Please copy every record below exactly, leaving out the pictures.

Records from a dataset:
☆ ☆ ☆ ☆ ☆ ☆ ☆
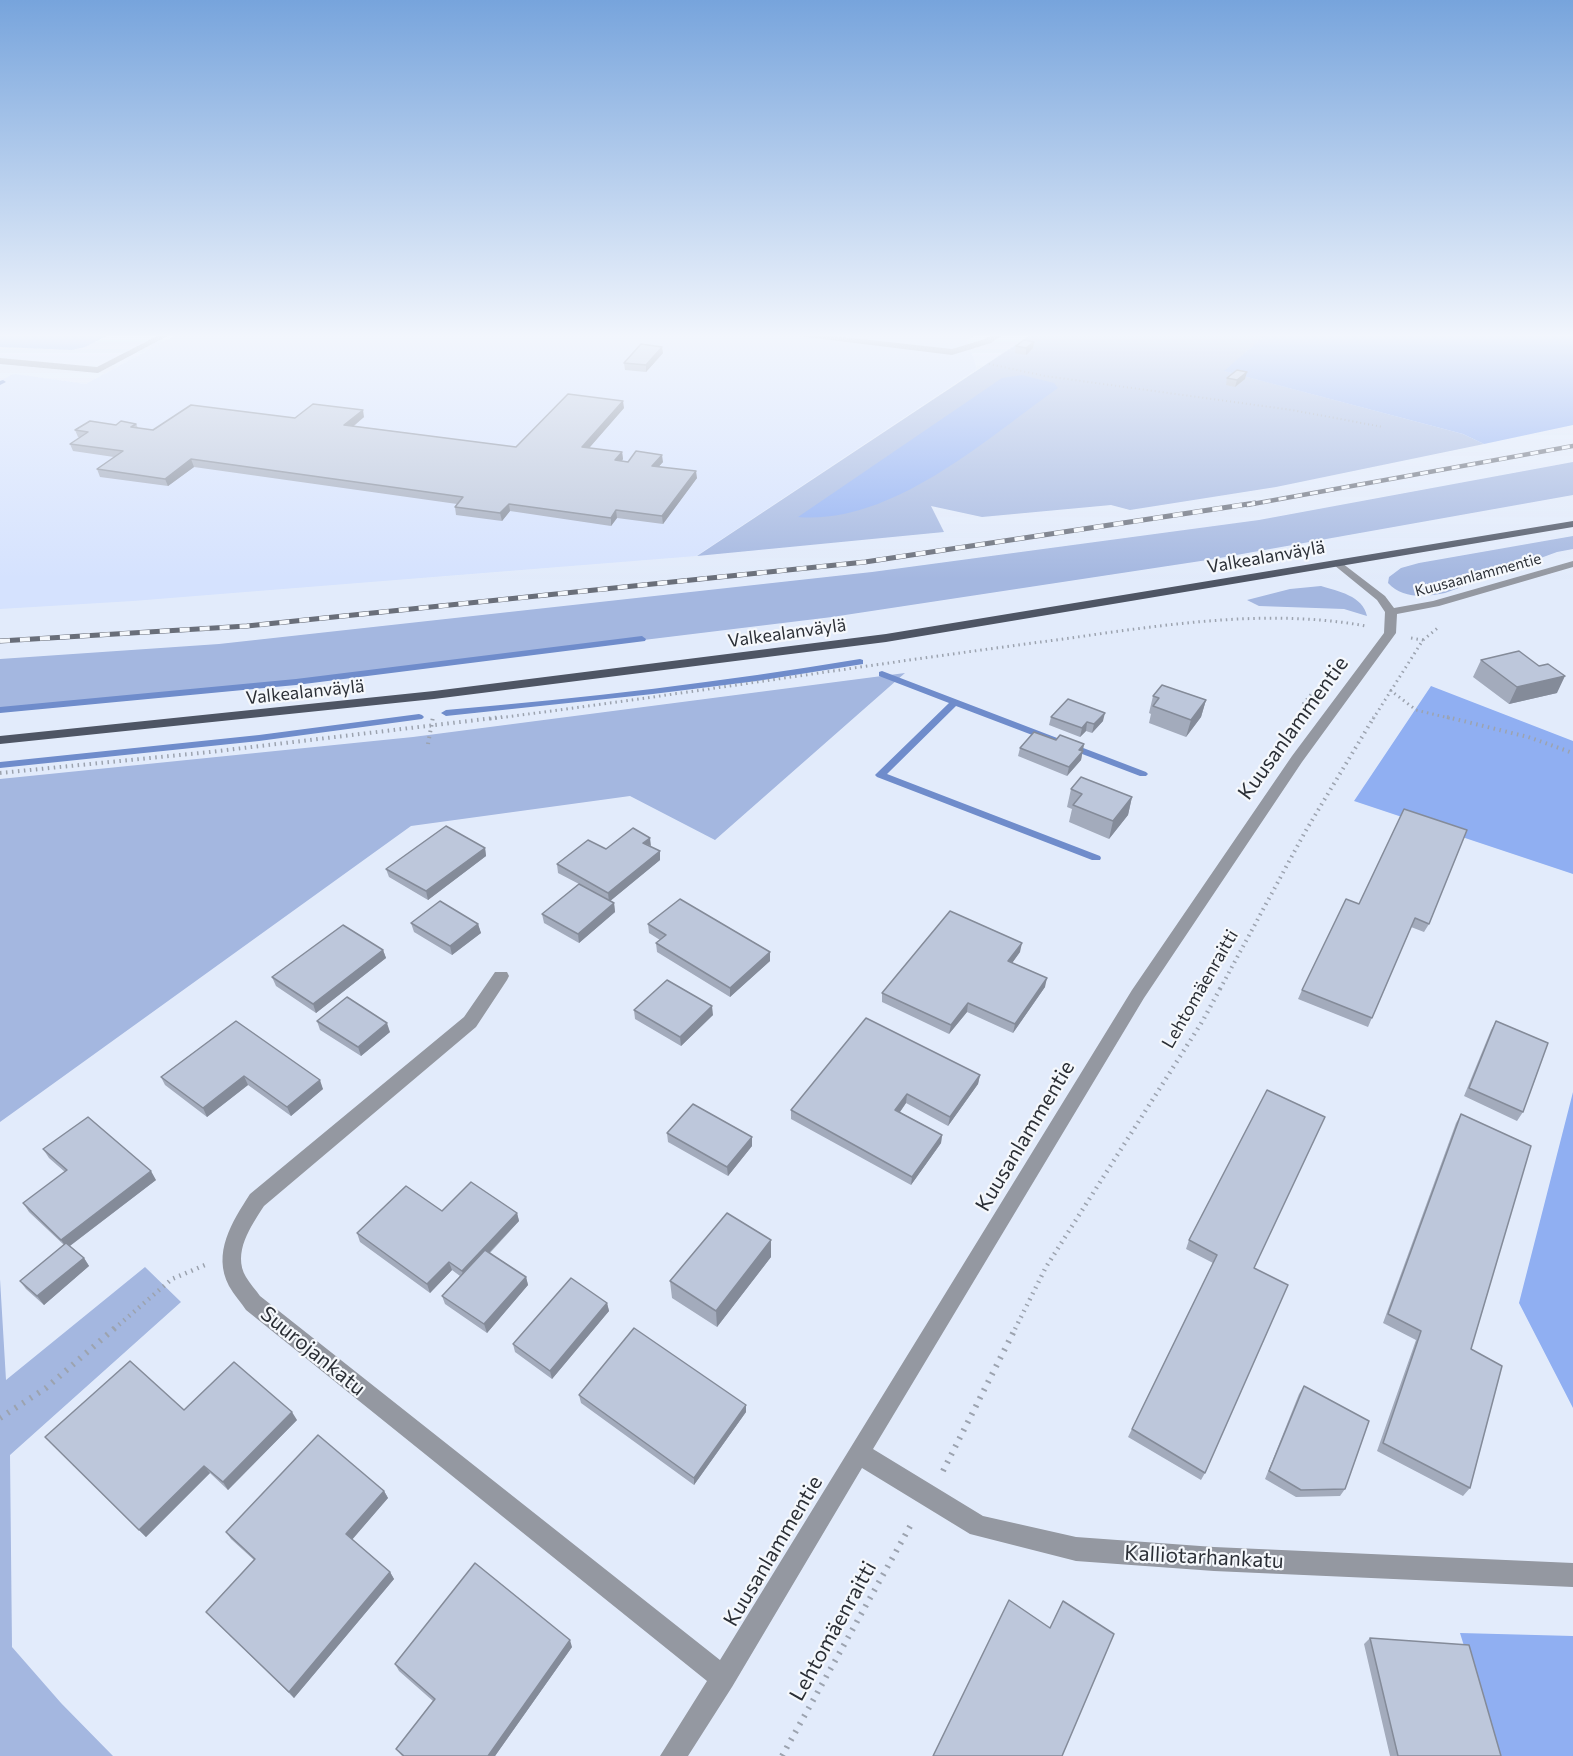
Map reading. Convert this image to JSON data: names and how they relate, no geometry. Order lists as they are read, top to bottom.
{
  "streets": {
    "main road": ["Valkealanväylä"],
    "street": [
      "Kuusaanlammentie",
      "Kuusanlammentie",
      "Suurojankatu",
      "Kalliotarhankatu"
    ],
    "path": ["Lehtomäenraitti"]
  },
  "crossings": [
    ["Kuusaanlammentie", "Kuusanlammentie"],
    ["Kuusanlammentie", "Suurojankatu"],
    ["Kuusanlammentie", "Kalliotarhankatu"]
  ]
}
☆ ☆ ☆ ☆ ☆ ☆ ☆
TASK RESPONSE |
Map reading. Convert this image to JSON data: names and how they relate, no geometry. Order lists as they are read, top to bottom.
{
  "streets": {
    "main road": ["Valkealanväylä"],
    "street": [
      "Kuusaanlammentie",
      "Kuusanlammentie",
      "Suurojankatu",
      "Kalliotarhankatu"
    ],
    "path": ["Lehtomäenraitti"]
  },
  "crossings": [
    ["Kuusaanlammentie", "Kuusanlammentie"],
    ["Kuusanlammentie", "Suurojankatu"],
    ["Kuusanlammentie", "Kalliotarhankatu"]
  ]
}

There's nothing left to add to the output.